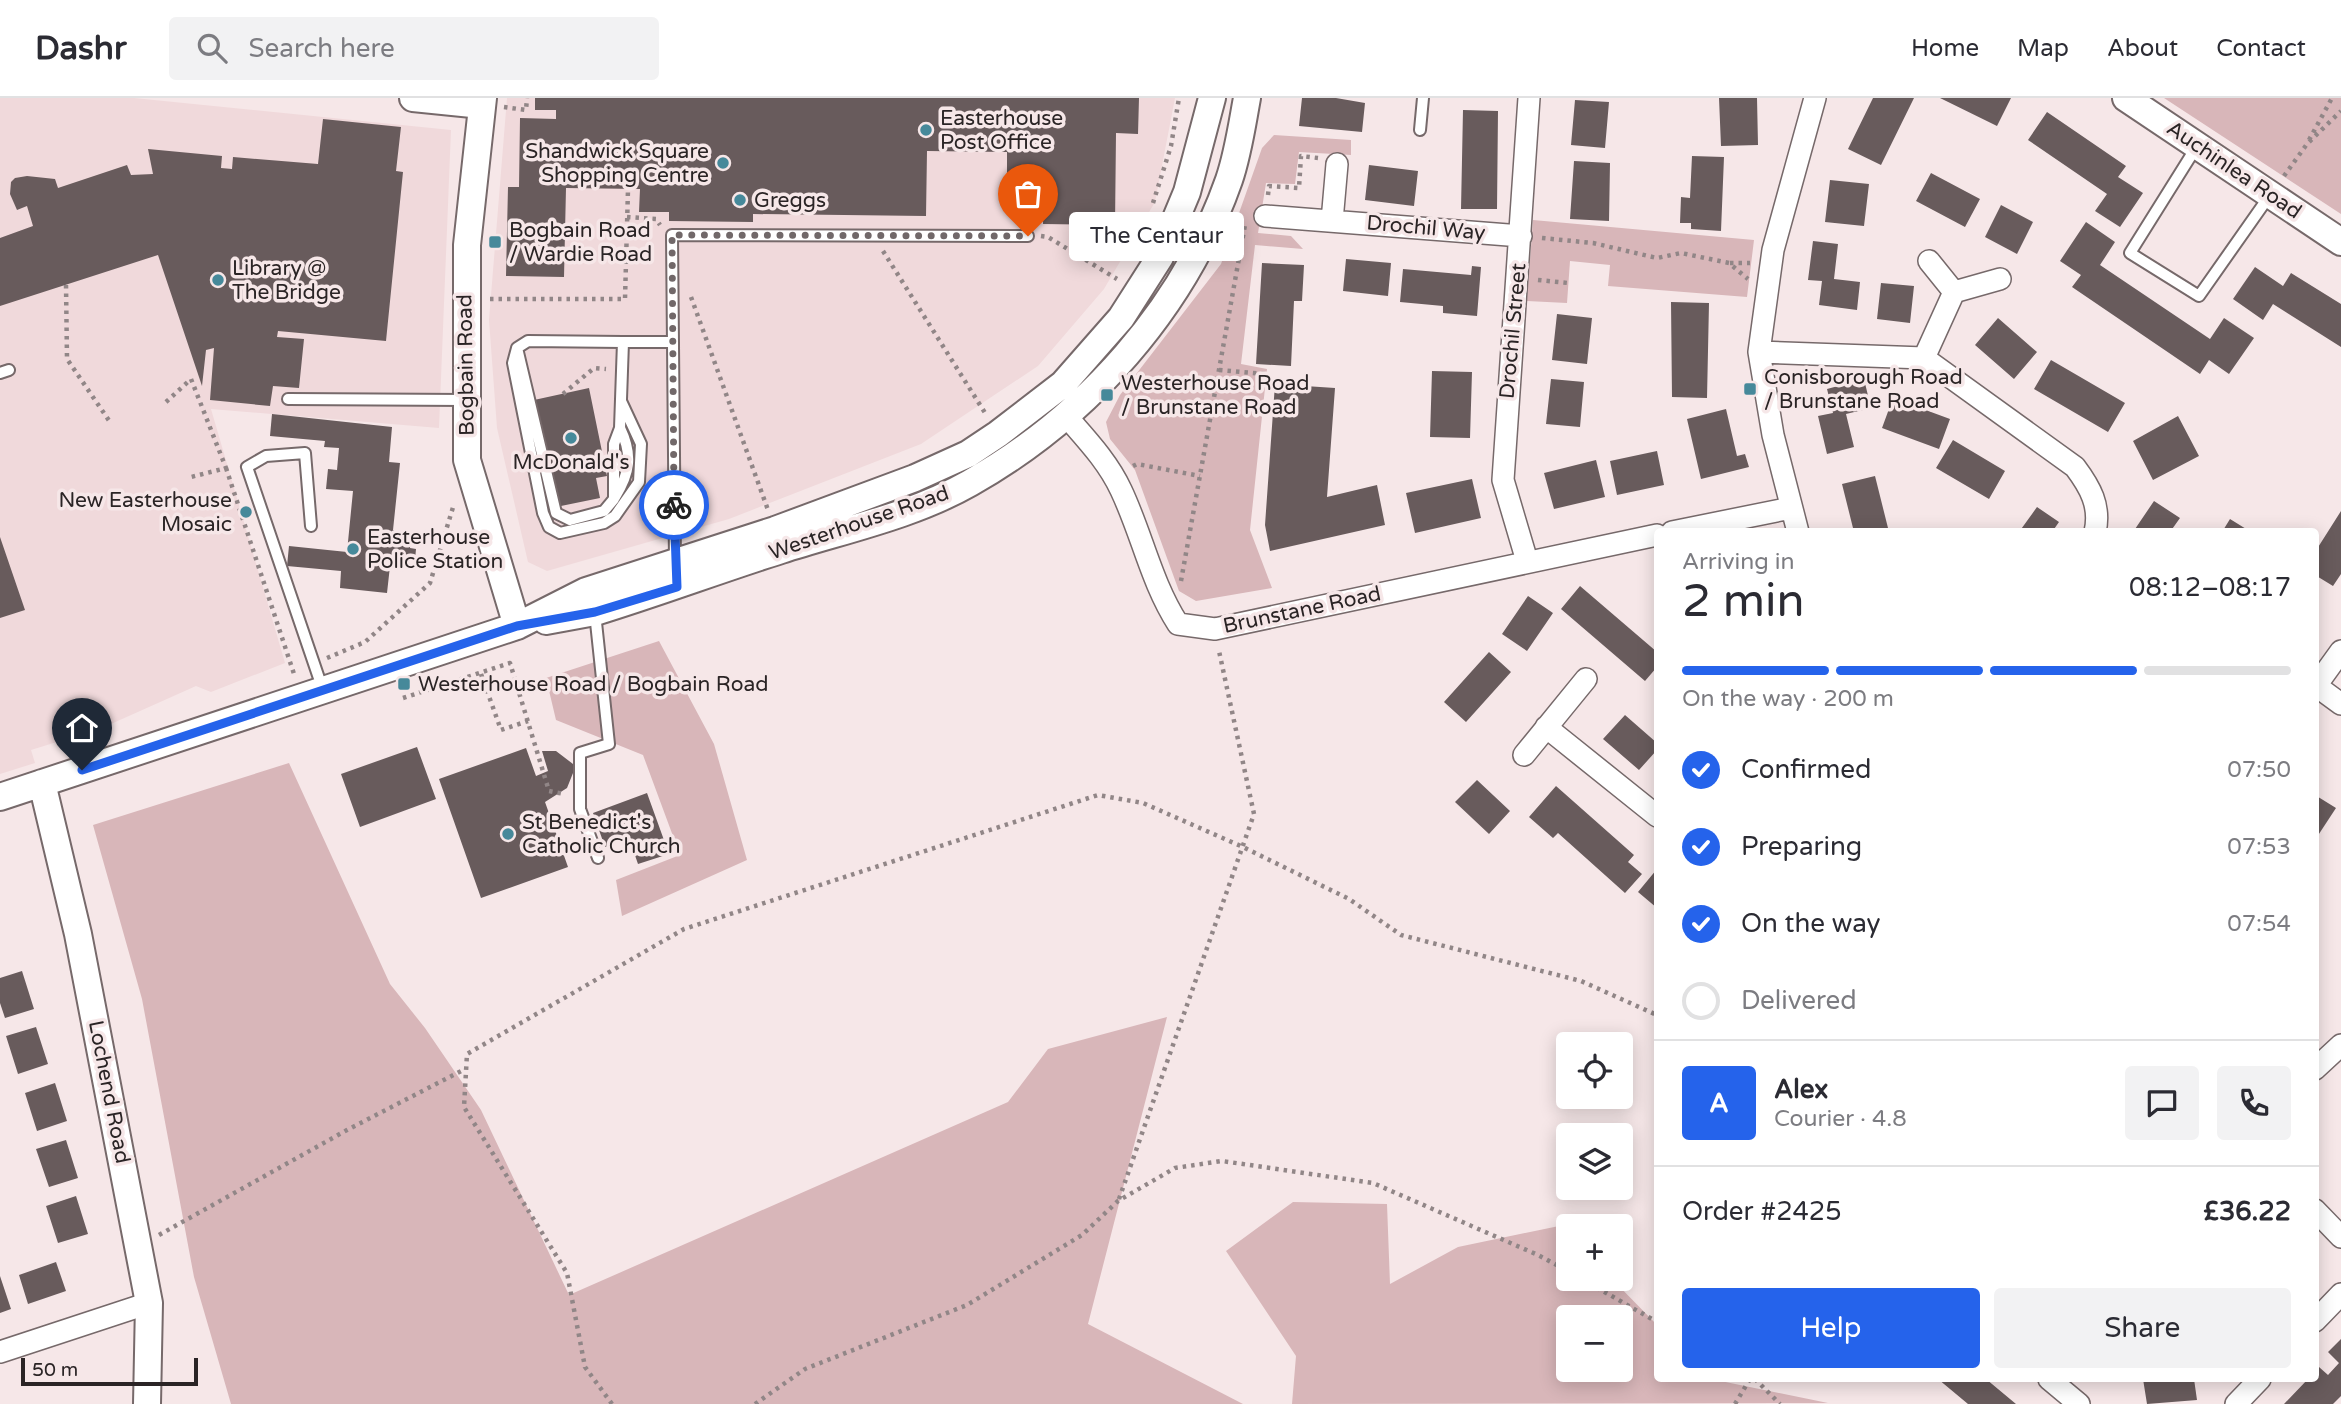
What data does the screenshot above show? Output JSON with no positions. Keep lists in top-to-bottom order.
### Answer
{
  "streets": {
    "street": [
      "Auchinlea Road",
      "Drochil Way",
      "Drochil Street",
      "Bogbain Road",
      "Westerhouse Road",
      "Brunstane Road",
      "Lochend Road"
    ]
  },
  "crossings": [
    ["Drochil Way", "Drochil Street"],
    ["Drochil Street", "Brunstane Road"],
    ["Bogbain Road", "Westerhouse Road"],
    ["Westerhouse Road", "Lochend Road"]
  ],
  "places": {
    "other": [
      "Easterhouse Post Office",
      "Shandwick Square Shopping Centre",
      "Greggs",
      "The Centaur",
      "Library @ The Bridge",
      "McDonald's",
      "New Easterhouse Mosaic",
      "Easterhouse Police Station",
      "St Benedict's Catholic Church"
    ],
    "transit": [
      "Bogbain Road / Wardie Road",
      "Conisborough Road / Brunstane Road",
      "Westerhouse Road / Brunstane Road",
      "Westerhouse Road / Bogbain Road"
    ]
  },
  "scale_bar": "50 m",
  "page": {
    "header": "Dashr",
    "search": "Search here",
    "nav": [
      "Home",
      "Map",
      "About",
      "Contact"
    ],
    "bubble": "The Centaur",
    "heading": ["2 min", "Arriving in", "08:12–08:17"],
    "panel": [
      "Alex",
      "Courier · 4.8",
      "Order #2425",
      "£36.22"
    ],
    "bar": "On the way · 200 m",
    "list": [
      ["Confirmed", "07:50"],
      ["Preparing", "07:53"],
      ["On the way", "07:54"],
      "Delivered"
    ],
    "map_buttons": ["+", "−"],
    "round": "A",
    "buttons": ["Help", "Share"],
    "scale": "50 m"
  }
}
□ □ □
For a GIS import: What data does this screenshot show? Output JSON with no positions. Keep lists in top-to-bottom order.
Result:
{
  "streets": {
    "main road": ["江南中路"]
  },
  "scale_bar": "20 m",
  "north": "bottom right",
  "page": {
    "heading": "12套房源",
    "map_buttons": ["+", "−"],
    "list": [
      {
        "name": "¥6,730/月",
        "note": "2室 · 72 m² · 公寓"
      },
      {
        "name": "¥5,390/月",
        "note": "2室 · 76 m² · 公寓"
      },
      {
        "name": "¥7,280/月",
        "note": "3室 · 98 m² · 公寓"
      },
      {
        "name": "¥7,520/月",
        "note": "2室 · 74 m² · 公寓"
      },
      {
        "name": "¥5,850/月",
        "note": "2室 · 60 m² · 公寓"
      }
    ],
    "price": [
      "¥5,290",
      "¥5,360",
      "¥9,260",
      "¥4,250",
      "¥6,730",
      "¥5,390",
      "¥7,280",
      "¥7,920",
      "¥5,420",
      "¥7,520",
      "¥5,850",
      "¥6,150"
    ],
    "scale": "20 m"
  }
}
□ □ □
DIRECTIONS FOR THIS TASK =>
Copy out each line of the listing that holds "data".

OUTPUT BELOW =>
What data does the screenshot above show? Output JSON with no positions. Keep lists in top-to-bottom order.
For a GIS import: What data does this screenshot show? Output JSON with no positions. Keep lists in top-to-bottom order.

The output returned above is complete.